# PROVIDED ENTRIES

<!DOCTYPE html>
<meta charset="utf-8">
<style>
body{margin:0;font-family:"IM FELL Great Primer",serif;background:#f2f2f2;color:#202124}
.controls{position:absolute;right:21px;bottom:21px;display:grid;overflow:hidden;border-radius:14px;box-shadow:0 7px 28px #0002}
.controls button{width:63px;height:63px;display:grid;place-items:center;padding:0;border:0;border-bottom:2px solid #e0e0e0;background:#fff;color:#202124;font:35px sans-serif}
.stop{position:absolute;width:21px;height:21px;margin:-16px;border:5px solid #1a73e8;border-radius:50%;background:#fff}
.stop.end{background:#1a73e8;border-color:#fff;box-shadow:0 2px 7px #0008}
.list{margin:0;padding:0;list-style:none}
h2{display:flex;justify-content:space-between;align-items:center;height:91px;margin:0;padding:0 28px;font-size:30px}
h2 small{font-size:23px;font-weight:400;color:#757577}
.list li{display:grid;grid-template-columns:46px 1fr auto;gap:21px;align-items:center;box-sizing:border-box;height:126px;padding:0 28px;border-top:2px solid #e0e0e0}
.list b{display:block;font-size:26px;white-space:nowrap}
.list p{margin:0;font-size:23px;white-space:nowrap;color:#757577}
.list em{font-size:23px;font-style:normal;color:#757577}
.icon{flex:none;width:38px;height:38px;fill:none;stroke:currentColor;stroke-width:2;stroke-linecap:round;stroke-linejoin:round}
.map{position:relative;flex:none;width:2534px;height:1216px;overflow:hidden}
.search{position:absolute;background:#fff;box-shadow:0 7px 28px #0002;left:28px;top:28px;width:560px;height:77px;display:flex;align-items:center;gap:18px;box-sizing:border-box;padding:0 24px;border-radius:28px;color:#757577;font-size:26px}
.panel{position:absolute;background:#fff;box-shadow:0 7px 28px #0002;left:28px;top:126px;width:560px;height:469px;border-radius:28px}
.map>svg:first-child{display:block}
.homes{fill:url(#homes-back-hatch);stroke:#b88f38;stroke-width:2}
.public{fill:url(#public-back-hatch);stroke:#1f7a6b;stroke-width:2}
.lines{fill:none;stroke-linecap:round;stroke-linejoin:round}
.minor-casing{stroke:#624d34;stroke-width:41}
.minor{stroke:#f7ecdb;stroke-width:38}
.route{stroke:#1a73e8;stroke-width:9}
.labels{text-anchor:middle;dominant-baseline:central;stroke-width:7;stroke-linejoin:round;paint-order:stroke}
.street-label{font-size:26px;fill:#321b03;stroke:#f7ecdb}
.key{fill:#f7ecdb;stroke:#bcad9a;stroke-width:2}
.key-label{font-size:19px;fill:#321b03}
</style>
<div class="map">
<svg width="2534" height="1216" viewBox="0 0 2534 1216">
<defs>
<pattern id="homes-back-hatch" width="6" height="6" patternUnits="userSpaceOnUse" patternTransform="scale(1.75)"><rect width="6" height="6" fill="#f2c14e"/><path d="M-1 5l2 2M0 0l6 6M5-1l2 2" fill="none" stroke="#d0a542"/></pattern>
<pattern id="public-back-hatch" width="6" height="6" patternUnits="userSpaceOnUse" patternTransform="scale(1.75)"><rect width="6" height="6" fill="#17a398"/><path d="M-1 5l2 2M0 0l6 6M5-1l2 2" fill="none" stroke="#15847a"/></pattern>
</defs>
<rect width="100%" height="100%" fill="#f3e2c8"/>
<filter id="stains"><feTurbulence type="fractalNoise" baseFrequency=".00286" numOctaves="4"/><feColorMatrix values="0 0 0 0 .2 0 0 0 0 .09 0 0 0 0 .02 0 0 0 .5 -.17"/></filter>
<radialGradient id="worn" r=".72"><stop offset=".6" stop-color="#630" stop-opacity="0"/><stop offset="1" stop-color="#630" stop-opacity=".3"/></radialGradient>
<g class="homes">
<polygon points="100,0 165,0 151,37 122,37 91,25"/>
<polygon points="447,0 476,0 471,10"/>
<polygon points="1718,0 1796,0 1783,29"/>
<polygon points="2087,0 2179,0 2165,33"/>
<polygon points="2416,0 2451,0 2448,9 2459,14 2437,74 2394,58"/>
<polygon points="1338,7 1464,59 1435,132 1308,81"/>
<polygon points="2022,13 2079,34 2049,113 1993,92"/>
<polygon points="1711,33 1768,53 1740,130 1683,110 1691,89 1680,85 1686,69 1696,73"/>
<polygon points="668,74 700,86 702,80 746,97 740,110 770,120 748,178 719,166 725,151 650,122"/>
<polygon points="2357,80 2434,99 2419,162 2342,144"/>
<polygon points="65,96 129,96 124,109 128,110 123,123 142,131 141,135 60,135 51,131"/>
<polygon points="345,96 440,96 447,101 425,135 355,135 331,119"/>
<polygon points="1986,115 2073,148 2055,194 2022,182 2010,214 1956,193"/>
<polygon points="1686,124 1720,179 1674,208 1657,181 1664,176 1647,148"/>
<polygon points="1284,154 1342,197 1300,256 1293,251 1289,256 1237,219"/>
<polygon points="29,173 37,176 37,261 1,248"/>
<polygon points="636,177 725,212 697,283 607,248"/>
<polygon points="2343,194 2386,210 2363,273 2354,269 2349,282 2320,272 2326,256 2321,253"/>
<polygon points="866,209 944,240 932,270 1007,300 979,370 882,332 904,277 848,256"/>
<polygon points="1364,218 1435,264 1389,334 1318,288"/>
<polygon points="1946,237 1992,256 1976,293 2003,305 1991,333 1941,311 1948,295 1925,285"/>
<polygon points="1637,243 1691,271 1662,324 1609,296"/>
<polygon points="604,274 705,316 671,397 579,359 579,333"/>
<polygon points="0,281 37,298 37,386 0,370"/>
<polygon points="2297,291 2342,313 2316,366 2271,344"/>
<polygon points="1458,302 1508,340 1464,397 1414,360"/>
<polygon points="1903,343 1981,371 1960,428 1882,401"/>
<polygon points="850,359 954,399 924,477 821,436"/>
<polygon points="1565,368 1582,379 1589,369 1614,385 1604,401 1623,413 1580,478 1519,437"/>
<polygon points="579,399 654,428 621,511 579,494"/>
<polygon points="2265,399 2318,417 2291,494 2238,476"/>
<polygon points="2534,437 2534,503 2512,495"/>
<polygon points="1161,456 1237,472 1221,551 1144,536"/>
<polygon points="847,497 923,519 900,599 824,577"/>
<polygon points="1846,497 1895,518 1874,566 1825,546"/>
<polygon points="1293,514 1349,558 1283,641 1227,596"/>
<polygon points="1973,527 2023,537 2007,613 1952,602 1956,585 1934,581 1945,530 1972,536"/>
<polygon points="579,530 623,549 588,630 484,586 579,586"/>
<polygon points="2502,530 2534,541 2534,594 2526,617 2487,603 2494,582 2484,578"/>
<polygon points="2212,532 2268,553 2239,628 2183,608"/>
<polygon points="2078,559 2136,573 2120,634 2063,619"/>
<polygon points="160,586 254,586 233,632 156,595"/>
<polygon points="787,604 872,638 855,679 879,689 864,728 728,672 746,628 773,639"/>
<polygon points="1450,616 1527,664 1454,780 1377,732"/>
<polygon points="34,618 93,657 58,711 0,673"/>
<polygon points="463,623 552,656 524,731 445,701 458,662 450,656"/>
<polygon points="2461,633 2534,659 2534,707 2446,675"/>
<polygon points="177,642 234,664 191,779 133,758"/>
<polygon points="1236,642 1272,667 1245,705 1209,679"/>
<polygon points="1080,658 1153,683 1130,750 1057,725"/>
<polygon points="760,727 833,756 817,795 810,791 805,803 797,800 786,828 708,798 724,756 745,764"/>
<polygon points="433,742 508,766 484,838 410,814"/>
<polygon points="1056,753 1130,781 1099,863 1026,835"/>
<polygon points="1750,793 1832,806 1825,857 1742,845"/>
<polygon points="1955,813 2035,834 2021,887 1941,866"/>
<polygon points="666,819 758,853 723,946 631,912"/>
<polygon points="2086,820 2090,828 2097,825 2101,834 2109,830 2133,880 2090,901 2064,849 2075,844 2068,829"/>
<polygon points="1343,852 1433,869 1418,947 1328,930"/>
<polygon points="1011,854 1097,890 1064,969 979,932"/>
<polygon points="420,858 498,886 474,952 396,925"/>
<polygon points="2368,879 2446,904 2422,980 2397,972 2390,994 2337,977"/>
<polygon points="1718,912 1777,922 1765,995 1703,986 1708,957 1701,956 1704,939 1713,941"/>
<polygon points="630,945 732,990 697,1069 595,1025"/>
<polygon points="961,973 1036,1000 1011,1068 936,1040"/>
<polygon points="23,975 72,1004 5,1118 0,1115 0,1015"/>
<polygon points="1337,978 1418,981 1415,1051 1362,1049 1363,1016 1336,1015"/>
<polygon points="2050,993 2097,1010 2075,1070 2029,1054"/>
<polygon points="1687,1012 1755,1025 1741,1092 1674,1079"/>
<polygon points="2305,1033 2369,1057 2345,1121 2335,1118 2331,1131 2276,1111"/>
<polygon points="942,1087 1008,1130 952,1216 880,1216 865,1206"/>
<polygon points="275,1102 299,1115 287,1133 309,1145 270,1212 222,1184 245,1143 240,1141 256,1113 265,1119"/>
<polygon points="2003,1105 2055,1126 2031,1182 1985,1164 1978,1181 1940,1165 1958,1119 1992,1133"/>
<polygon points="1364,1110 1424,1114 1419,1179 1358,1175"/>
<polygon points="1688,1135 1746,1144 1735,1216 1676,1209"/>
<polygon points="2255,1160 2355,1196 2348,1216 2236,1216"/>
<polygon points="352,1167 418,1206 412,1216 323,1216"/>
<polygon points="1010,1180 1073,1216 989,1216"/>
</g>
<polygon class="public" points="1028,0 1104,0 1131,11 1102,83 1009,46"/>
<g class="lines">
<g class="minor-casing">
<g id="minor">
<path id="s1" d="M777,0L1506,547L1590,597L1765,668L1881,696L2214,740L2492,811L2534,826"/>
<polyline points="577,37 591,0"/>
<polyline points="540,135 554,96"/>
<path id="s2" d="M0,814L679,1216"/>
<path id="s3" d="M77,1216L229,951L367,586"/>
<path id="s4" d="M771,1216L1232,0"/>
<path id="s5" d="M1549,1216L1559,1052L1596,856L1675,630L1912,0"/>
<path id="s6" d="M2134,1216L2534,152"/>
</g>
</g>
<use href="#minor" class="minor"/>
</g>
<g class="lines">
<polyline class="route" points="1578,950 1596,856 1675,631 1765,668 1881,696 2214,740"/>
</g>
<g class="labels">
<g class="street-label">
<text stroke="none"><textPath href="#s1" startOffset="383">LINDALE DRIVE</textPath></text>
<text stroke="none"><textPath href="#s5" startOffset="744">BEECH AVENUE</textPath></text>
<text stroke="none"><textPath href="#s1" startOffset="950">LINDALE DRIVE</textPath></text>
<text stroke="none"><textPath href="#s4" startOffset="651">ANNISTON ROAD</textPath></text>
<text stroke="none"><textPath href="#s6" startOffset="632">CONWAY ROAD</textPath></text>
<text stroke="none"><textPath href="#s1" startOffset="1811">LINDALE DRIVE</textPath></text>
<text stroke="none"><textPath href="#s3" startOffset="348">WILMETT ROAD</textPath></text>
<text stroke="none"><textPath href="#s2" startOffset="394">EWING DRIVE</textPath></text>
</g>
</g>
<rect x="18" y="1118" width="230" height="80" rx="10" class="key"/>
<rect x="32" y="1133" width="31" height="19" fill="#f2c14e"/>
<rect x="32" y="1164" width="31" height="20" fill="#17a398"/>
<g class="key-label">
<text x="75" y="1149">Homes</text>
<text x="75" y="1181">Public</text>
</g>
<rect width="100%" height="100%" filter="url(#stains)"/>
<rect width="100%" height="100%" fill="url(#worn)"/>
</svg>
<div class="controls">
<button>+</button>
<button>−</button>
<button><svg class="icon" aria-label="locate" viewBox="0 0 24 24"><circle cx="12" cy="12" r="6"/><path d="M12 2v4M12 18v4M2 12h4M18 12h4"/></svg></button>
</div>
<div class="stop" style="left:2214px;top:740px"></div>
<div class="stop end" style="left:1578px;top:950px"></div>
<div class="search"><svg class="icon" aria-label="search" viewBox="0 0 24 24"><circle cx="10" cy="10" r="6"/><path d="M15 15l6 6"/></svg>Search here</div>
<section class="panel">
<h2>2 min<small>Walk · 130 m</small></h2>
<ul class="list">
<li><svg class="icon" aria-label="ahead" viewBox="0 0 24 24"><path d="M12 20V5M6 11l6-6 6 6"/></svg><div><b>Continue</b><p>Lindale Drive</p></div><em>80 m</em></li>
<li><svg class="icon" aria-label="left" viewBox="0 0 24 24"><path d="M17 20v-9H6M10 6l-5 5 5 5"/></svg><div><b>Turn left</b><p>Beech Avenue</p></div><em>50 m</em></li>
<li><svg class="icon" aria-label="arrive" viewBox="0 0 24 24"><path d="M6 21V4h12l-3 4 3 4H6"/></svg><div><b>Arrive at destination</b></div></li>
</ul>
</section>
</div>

# WORK REQUEST
Looking at the data above, work out how many lines contain "serif" and answer with the figure only.

# SOLUTION TO THE PROBLEM
2